We are currently working on two major projects, one led by Dra. Delia Yubero and the other by myself. The project of Dra. Yubero is a project that has received funding from La Marató on the processing of omic data from NGS, for the benefit of all minority diseases, and to strengthen inter-hospital networks to enrich the interpretation of genomic data and improve the diagnostic process. . . The other project, led by myself, is about Rett syndrome and the idea is to find a molecular and functional footprint in these patients with the disease. To study how different mutated genes are interacting with each other in patients with a very similar clinic.
What would you highlight about the women in your group?
Above all, I would like to highlight the great motivation of all the members of the team, despite the challenges that we as researchers must overcome, especially the underfunding of science. However, each of them has a very high level of involvement and commitment within the project. And that's because they can interact with families and patients. I always try to get them out of the four walls of the lab and talk to the families, tell them what the group's latest findings are, listen to them, and so on. I think that this contact allows you to maintain that extra motivation and establish a network of collaborators, who at a given time can help you recruit patients, seek funding, collect data, and so on.
All the researchers who are part of the team know that families are a key part of our research and that we must be able to convey all our results in plain language, we must make this effort to disseminate what we know and what we are doing.
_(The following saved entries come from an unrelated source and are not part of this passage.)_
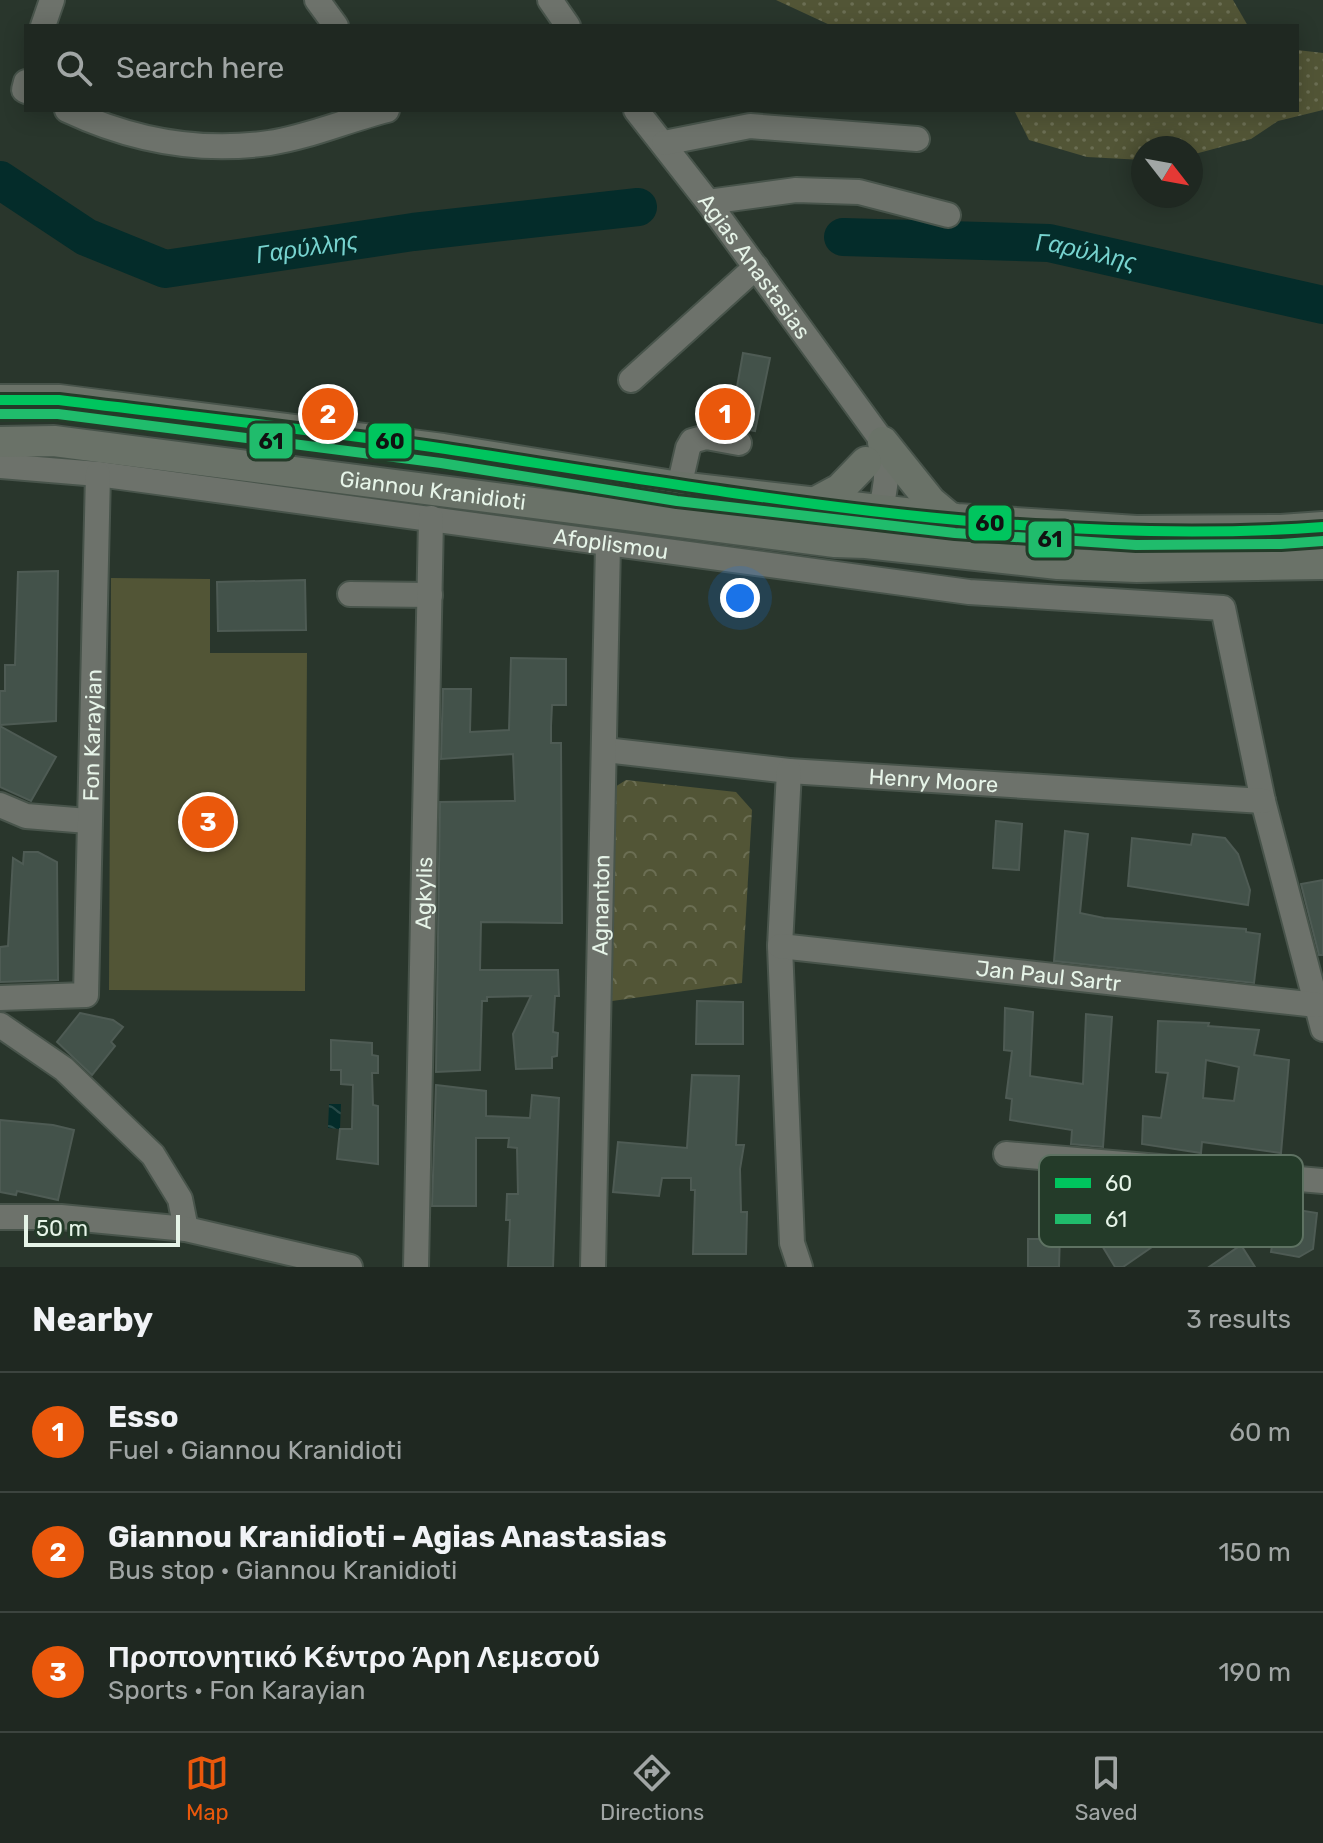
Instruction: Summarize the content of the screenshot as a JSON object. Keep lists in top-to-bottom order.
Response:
{
  "streets": {
    "main road": ["Giannou Kranidioti"],
    "street": [
      "Agias Anastasias",
      "Afoplismou",
      "Fon Karayian",
      "Henry Moore",
      "Agkylis",
      "Agnanton",
      "Jan Paul Sartr"
    ]
  },
  "crossings": [
    ["Giannou Kranidioti", "Afoplismou"],
    ["Afoplismou", "Fon Karayian"],
    ["Afoplismou", "Henry Moore"],
    ["Afoplismou", "Agkylis"],
    ["Afoplismou", "Agnanton"],
    ["Henry Moore", "Agnanton"]
  ],
  "water": ["Γαρύλλης"],
  "lines": ["transit line 60", "transit line 61"],
  "legend": ["60", "61"],
  "scale_bar": "50 m",
  "north": "bottom right",
  "page": {
    "search": "Search here",
    "pins": ["1", "2", "3"],
    "scale": "50 m",
    "heading": ["Nearby", "3 results"],
    "list": [
      {
        "mark": "1",
        "name": "Esso",
        "note": "Fuel · Giannou Kranidioti",
        "value": "60 m"
      },
      {
        "mark": "2",
        "name": "Giannou Kranidioti - Agias Anastasias",
        "note": "Bus stop · Giannou Kranidioti",
        "value": "150 m"
      },
      {
        "mark": "3",
        "name": "Προπονητικό Κέντρο Άρη Λεμεσού",
        "note": "Sports · Fon Karayian",
        "value": "190 m"
      }
    ],
    "nav": ["Map", "Directions", "Saved"]
  }
}
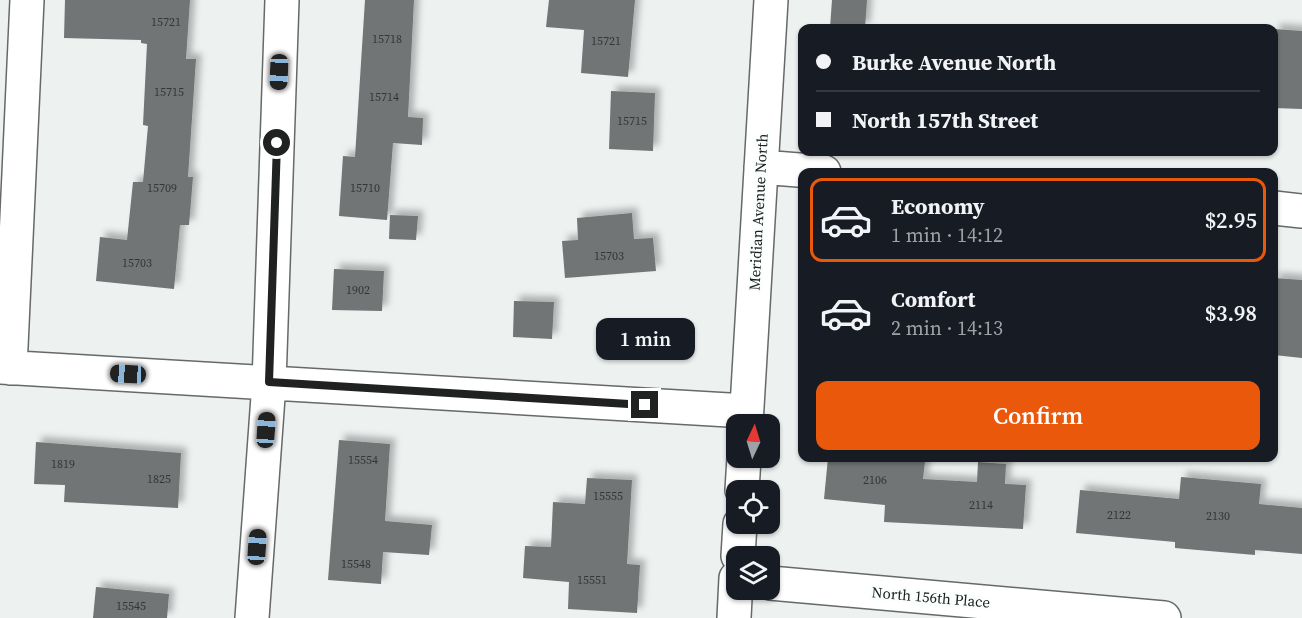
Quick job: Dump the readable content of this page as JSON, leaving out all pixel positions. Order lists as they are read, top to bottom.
{
  "streets": {
    "street": ["Meridian Avenue North", "North 156th Place"]
  },
  "house_numbers": [
    "15721",
    "15718",
    "15721",
    "15715",
    "15714",
    "15715",
    "15709",
    "15710",
    "15703",
    "15703",
    "1902",
    "15554",
    "1819",
    "1825",
    "2106",
    "15555",
    "2114",
    "2122",
    "2130",
    "15548",
    "15551",
    "15545"
  ],
  "north": "top",
  "page": {
    "banner": ["Burke Avenue North", "North 157th Street"],
    "list": [
      {
        "name": "Economy",
        "note": "1 min · 14:12",
        "value": "$2.95"
      },
      {
        "name": "Comfort",
        "note": "2 min · 14:13",
        "value": "$3.98"
      }
    ],
    "bubble": "1 min",
    "buttons": "Confirm"
  }
}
How does your research group relate to the day-to-day running of SJD Barcelona Children’s Hospital?
We have a very close relationship with the medical professionals at the hospital. On the one hand, we work at the diagnostic level, that is, we put a label on the syndrome presented by a patient, and from there we can analyze how the gene or gene interacts to give a certain symptomatology. Thanks to this information, medical professionals can offer genetic counseling to families, report on their prognosis, look for the best therapeutic strategy, and so on. And on the other hand, we also go to consultations, whenever the family asks for it, to explain the latest results of our projects or the genetic basis of the disease, especially in the case of Rett.